(Problem statement) Wherever the word "lines" shows up in the data, report the line it sits in.

Collected data entries
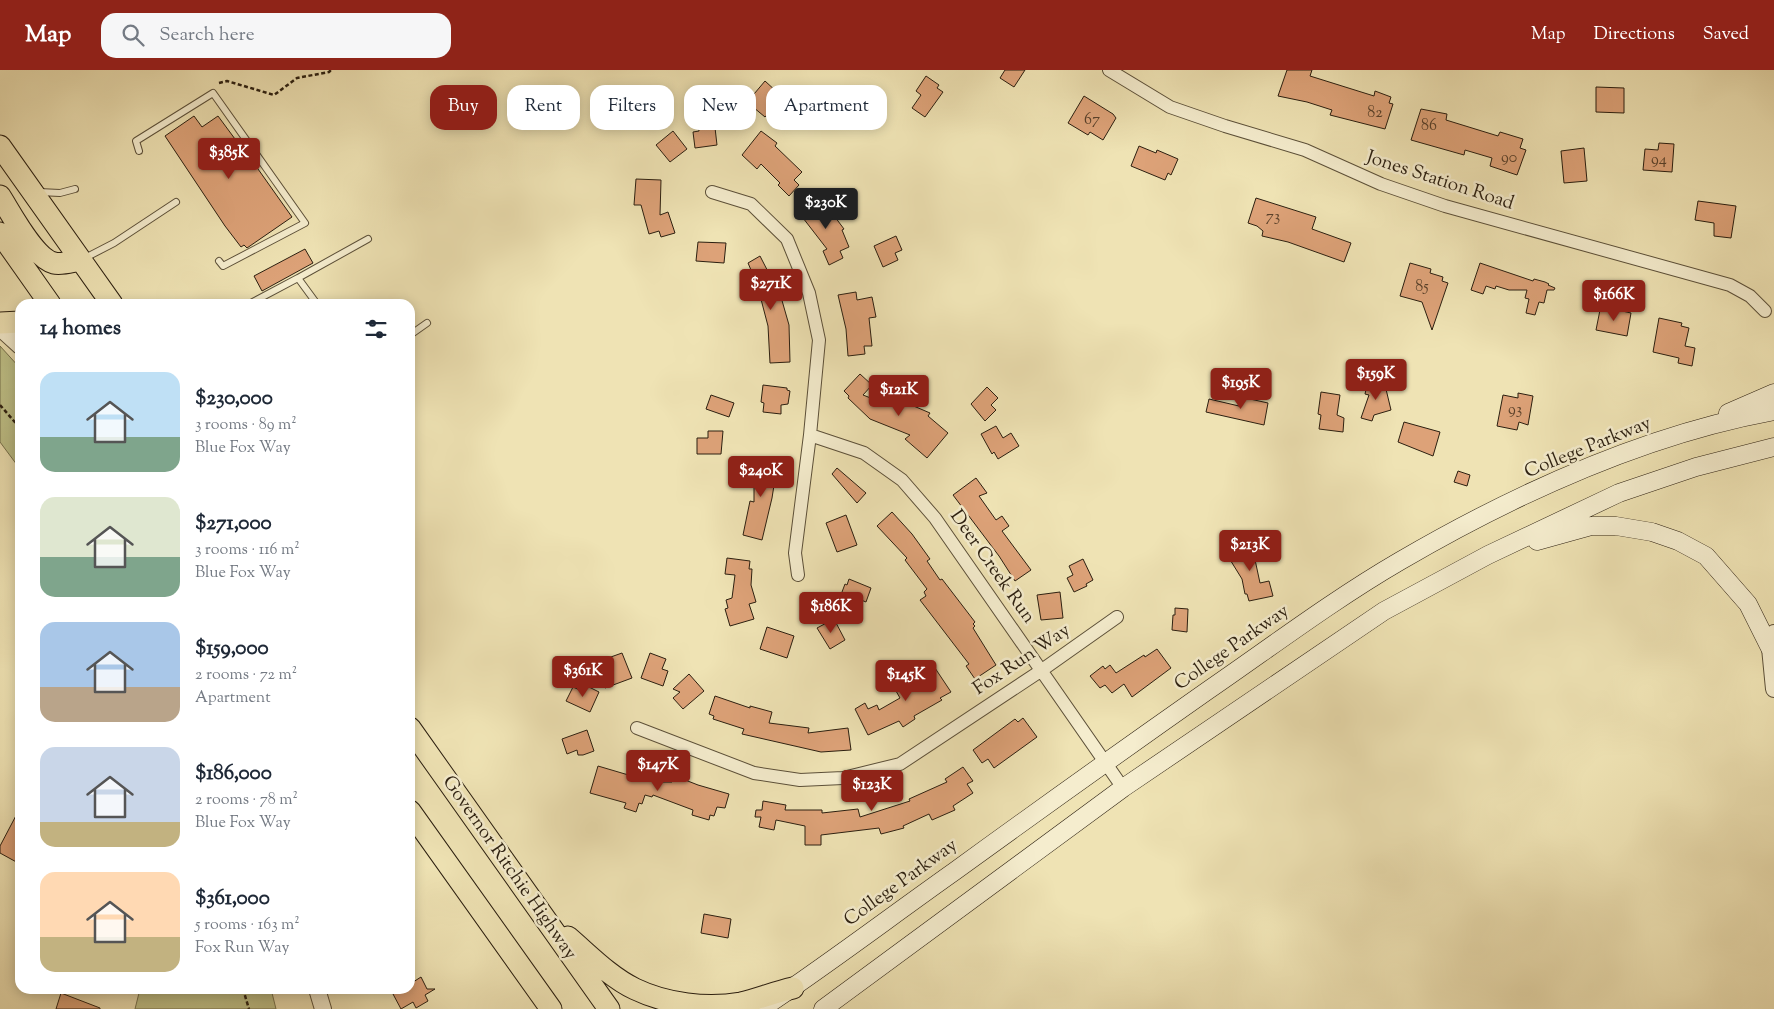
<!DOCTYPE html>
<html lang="en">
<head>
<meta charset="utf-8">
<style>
  :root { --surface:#fff; --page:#f6f6f7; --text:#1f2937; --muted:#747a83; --accent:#8f2418 }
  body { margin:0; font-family:"Sorts Mill Goudy",serif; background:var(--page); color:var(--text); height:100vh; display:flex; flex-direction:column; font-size:19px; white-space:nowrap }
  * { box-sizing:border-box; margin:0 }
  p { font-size:16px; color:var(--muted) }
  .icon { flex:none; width:28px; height:28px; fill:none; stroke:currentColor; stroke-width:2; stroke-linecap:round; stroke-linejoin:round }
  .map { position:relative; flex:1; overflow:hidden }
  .details { position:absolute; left:15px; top:229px; width:400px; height:695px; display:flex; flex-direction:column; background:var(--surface); border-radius:15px; box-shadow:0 2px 12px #0003 }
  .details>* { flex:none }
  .top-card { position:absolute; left:430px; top:15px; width:475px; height:45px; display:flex; gap:10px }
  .price { position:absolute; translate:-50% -42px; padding:0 11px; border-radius:5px; background:var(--accent); color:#fff; font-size:16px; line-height:32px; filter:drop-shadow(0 1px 2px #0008) }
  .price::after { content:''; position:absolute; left:50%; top:30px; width:15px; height:11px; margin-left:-8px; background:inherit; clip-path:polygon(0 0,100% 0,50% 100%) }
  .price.selected { background:#222; color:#fff }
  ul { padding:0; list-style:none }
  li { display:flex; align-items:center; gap:15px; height:125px; padding:0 25px }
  li span { display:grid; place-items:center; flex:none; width:140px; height:100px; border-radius:15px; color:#555 }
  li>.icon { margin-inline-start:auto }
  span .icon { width:60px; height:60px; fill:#fffc; stroke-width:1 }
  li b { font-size:21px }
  h2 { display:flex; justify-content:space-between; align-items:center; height:60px; padding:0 25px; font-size:21px }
  .pill { padding:0 18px; border-radius:15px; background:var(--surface); box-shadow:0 2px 12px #0003; font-size:18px; line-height:45px }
  .pill.selected { background:var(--accent); color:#fff }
  header { display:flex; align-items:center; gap:30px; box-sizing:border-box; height:70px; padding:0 25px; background:var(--accent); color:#fff }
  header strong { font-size:24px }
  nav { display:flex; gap:28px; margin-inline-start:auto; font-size:18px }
  .search { width:350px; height:45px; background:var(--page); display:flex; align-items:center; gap:12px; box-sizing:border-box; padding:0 18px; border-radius:15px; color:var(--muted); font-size:19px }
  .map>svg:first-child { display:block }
  .green { fill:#bfc289; stroke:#75704c }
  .building { fill:#dda278; stroke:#2b1f10 }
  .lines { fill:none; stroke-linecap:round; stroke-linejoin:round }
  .service-casing { stroke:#5c5039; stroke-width:8 }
  .minor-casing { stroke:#5c5039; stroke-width:14 }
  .tertiary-casing { stroke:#5c5039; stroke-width:18 }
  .secondary-casing { stroke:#2b1f10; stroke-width:19 }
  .trunk-casing { stroke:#2b1f10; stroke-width:23 }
  .path { stroke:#2b1f10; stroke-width:2.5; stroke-dasharray:4 2.5; stroke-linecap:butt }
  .service { stroke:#f5edce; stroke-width:6 }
  .minor { stroke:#f5edce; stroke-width:12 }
  .tertiary { stroke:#f5edce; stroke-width:16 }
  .secondary { stroke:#f5edce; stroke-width:18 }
  .trunk { stroke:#efe3b4; stroke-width:21 }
  .labels { text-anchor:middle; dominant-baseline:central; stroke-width:5; stroke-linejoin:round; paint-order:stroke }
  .number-label { font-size:16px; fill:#58402a }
  .street-label { font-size:19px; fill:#2b1f10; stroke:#f5edce }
</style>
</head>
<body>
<header>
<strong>Map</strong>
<div class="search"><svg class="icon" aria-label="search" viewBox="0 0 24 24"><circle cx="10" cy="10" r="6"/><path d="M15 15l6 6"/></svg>Search here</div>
<nav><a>Map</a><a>Directions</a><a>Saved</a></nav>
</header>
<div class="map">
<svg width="1774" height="939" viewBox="0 0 1774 939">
  <rect width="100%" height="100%" fill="#efe3b4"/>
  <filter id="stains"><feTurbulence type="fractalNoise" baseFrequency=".004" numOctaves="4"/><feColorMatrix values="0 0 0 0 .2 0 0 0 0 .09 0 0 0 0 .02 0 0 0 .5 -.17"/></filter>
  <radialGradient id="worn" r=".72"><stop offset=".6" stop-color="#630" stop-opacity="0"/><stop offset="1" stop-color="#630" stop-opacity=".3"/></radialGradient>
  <path class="green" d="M0,276L20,298V399L0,372Z
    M140,919H271L276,939H135Z"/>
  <path class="building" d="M1005,0H1025L1014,17L1000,8Z
    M1287,0H1312L1310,6L1374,26L1375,21L1391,27L1389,33L1393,34L1385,59L1330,45L1332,40L1307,32L1278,26Z
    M926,6L939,15L937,18L943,22L925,47L912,38L921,25L916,21Z
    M765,11L777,22L769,30L775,36L765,47L753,37L755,35L749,30Z
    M1596,17L1624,18V43L1596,42Z
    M1084,26L1113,44L1116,48L1103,70L1090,62L1088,65L1068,53Z
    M1421,39L1447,44L1446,50L1498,66L1500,62L1523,69L1520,78L1526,80L1517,105L1490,96L1492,88L1465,80L1464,85L1411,70Z
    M194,46L202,57L218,46L235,69L236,68L292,147L247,178L244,175L241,177L225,156L165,66Z
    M714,49L717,75L695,78L693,62L699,61L698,51Z
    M673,61L687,79L670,92L656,75Z
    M761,61L777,73L775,76L802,102L794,110L799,115L789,126L778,115L780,113L761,94L757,99L742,85Z
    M1659,73L1674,74L1672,102L1643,100L1645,79L1658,80Z
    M1139,76L1156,83L1157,80L1178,89L1171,105L1168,103L1165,110L1131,96Z
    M1584,78L1587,111L1564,113L1561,81Z
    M636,109L661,110L660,145L668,142L675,163L661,167L659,161L649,164L641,135H634Z
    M820,127L844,159L842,160L849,177L840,181L843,188L829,195L823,181L827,179L803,148L806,147L801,141Z
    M1256,128L1316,147L1312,159L1351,173L1344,192L1288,172L1262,166L1263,161L1257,156L1248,153Z
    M1698,131L1736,136L1731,168L1714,166V153L1695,150Z
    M896,166L902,180L895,183L898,190L883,197L874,176Z
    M698,172L726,173L724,193L696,191Z
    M305,179L313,193L262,221L254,206Z
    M760,186L781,227L789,255L790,292L770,293L768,256L757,214L750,219L741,205L751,200L748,193Z
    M1410,193L1431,199L1430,203L1443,207L1442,211L1448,213L1432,260L1422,232L1400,226Z
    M1480,193L1533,211L1534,209L1545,212L1549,214L1548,215L1555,218L1554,220H1547L1544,233L1539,232L1535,245L1526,243L1529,229L1525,228L1527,220H1509L1496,216L1495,219L1486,216L1483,224L1471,220Z
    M856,222L857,230L872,227L876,247L869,248L872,276H864L865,284L848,286L846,259L838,225Z
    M1609,238L1631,243L1627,266L1596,260L1600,240L1608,241Z
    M1659,248L1682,253L1681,256L1689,258L1685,276L1695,278L1692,296L1678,293L1679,288L1653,282Z
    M860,304L872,315L863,325L891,336L895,328L930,343L928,346L948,363L927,388L905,369L910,365L870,349L848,328L849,326L844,321Z
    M1368,311L1385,315L1391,340L1374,345L1372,351L1361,348L1369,325L1365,324Z
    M763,315L787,318V320L790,321L788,334L781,335V344L763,342L764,333L761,332Z
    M987,317L998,328L991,335L996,340L985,351L971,334Z
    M1321,322L1340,325L1337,345L1344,348L1343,362L1319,359L1321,345L1318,344Z
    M1518,323L1533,326L1528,355L1519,352L1517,360L1497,356L1503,325L1518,328Z
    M711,325L734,333L729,347L706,339Z
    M1241,327L1268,333L1264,355L1206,342L1209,329L1239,336Z
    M1404,352L1440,362L1433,386L1398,372Z
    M996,356L1003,368L1011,363L1019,376L998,389L994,382L992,384L981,364Z
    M708,361H723L721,384H697V368H708Z
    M758,387L778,390L772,428L762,470L743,465L750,431L754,432V415Z
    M837,398L866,423L857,433L832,404Z
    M1458,401L1470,405L1467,416L1454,412Z
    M976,408L987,423L979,426L996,450L1002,446L1009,456L1002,461L1031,500L1015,511L999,486L953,425Z
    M892,442L912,464L930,489L927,491L940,510L942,509L975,552L973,554L975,556L973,558L996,595L975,609L966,596L969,594L920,530L926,526L924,522L927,519L905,490L907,488L877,456Z
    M846,445L857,475L837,482L826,453Z
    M1250,471L1257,484L1254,485L1260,513L1269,511L1273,526L1249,531L1247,524H1245L1242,509L1229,488L1231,487L1228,481Z
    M727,488L750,491L749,499H752L751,515L756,532L749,534L754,549L730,556L725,539L728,538L726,530L732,528L735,505L725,504Z
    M1083,489L1093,510L1086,514L1087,516L1074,522L1067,508L1073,505L1069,496Z
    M849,509L871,518L866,532L856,528L853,535L839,530L845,514L847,515Z
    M1060,522L1063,548L1041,550L1037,525Z
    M1175,538L1188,539L1187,562L1172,560L1173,545H1175Z
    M834,549L845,570L830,579L817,558Z
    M767,557L794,566L787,588L760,579Z
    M1157,579L1171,598L1132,627L1124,614L1112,623L1105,615L1100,618L1090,606L1103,596L1105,599L1110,595L1116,603L1144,585L1145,587Z
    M622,583L632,608L605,618L599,603L612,598L608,588Z
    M650,583L666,589L662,599L668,601L663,616L641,608Z
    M933,595L951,622L940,628L942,630L914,646L915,649L903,657L899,651L868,665L855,639L865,633L868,639L877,635L879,640L900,628L896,621L917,609L915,606Z
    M689,604L704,621L683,639L673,628L680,622L673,619Z
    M585,615L599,622L590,642L566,631L573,617L582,621Z
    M715,626L750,638V636L772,642L769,653L809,658L808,663L848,658L851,680L821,682L742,664L744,659L713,649L714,646L709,644Z
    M1023,648L1037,667L994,698L988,689L982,693L973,680L1015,649L1018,652Z
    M587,660L594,681L583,685H578L577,680L567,684L562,669Z
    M598,696L642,709V707L656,712H672L675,706L698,715L729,724L725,738L717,737L714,746L710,745L709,750L692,745L693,740L653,725L652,727L645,725L642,734L639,733L636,742L624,738L626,733L590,723Z
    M963,697L973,711L967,714L973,723L953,736L955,740L932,750L929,744L903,756L904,758L881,764L879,758L821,765V775H805V756L776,750L774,760L759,757L761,747H755L756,740H762L763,731L786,735L785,740H822V743L858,739L860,747L910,731L909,729L947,712L945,709Z
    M20,738V794L0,783V776Z
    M704,844L731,849L728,868L701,863Z
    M421,907L427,919H435L425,925L428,931L416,938L413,932L401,939L393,924L401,919H410V914Z
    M61,923L100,938V939H56Z"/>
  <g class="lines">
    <g class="service-casing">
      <path id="service" d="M139,81L136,71L213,23L305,153L223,196L219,191
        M39,122L60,123L75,119
        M85,188L114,173L176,132
        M298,208L368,169
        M249,234L298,208L317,234
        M410,265L427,253"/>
    </g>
    <g class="minor-casing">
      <path id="minor" d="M1109,0L1170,37L1225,56L1305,80L1381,114L1445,136L1730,215L1750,226L1765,241
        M712,122L751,134L787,169L809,223L819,270L810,365L795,483L798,505
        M810,365L864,383L902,410L935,448L1123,718
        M637,658L754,703L800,710L843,708L900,694L1042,600L1117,547"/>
    </g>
    <g class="tertiary-casing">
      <path id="tertiary" d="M0,258L20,276
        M1774,563L1770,578L1774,619
        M317,919L323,939"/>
    </g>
    <g class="secondary-casing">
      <path id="secondary" d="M1728,343L1774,323
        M1537,471L1591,456H1616L1652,462L1678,471L1706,486L1748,534L1770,578
        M761,939C827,895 890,847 955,801C1039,740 1123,680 1207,621C1271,577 1333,530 1400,491C1515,424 1642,365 1774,341
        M823,939L1123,718L1384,541L1488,485L1619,423L1696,397L1774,377"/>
    </g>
    <g class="trunk-casing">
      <path id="trunk" d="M0,76L112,234
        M0,126C11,143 34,188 54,193C62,195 73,191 81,190
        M0,163L50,234
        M0,253L20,252
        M410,658L609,939
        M410,741L551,939
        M568,867C589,885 610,907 635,919C666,934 707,939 741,933C758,929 775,922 793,918"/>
    </g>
    <path class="path" d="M219,13L227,11L274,25L297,8L329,2L331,0
      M0,335L20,358
      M243,919L249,939"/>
    <use href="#service" class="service"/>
    <use href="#minor" class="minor"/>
    <use href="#tertiary" class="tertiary"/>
    <use href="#secondary" class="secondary"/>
    <use href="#trunk" class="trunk"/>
  </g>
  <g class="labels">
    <g class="number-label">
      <text x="1375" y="43">82</text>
      <text x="1092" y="50">67</text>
      <text x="1429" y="56">86</text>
      <text x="1509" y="88">90</text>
      <text x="1659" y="90">94</text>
      <text x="1273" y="147">73</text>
      <text x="1422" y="217">85</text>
      <text x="1515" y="340">93</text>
    </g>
    <g class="street-label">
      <text transform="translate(1440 111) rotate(18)">Jones Station Road</text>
      <text transform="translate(1588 378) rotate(-22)">College Parkway</text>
      <text transform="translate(992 497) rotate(55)">Deer Creek Run</text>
      <text transform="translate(1232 578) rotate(-35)">College Parkway</text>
      <text transform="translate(1022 590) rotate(-34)">Fox Run Way</text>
      <text transform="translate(509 798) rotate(55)">Governor Ritchie Highway</text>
      <text transform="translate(901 813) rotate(-36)">College Parkway</text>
    </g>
  </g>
  <rect width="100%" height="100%" filter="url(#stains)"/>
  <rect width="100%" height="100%" fill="url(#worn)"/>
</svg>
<b class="price" style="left:229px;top:110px">$385K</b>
<b class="price selected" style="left:826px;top:160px">$230K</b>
<b class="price" style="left:771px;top:241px">$271K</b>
<b class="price" style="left:1614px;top:252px">$166K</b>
<b class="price" style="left:1376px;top:331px">$159K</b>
<b class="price" style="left:1241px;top:340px">$195K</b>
<b class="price" style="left:899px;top:347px">$121K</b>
<b class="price" style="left:761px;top:428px">$240K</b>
<b class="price" style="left:1250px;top:502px">$213K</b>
<b class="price" style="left:831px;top:564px">$186K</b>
<b class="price" style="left:583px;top:628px">$361K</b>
<b class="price" style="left:906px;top:632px">$145K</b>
<b class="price" style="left:658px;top:722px">$147K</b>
<b class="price" style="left:872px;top:742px">$123K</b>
<div class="top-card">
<a class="pill selected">Buy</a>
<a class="pill">Rent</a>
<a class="pill">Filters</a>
<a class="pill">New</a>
<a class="pill">Apartment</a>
</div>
<section class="details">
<h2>14 homes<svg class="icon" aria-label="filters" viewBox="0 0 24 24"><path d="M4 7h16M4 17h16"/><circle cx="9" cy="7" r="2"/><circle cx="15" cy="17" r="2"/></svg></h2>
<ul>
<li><span style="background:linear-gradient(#bfe0f5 65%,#7fa58c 0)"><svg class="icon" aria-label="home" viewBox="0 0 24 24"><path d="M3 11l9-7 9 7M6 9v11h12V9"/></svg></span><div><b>$230,000</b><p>3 rooms · 89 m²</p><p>Blue Fox Way</p></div></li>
<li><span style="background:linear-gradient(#dfe7d0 60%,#7fa58c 0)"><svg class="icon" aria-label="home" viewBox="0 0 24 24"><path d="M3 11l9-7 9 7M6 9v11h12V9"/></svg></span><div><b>$271,000</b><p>3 rooms · 116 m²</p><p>Blue Fox Way</p></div></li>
<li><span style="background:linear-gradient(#a9c7e8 65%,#b9a48a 0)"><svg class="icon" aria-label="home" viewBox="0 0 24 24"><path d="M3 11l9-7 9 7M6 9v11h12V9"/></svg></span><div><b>$159,000</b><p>2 rooms · 72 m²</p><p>Apartment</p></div></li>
<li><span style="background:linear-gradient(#c9d6e8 75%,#c2b280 0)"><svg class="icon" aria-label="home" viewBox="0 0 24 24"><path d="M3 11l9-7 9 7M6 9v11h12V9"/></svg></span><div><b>$186,000</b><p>2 rooms · 78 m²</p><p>Blue Fox Way</p></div></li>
<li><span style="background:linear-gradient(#ffd9b3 65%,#c2b280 0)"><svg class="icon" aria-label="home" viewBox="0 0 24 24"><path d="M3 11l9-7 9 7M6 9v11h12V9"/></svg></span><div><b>$361,000</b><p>5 rooms · 163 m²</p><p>Fox Run Way</p></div></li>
</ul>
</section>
</div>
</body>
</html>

(Response to the task)
  .lines { fill:none; stroke-linecap:round; stroke-linejoin:round }
  <g class="lines">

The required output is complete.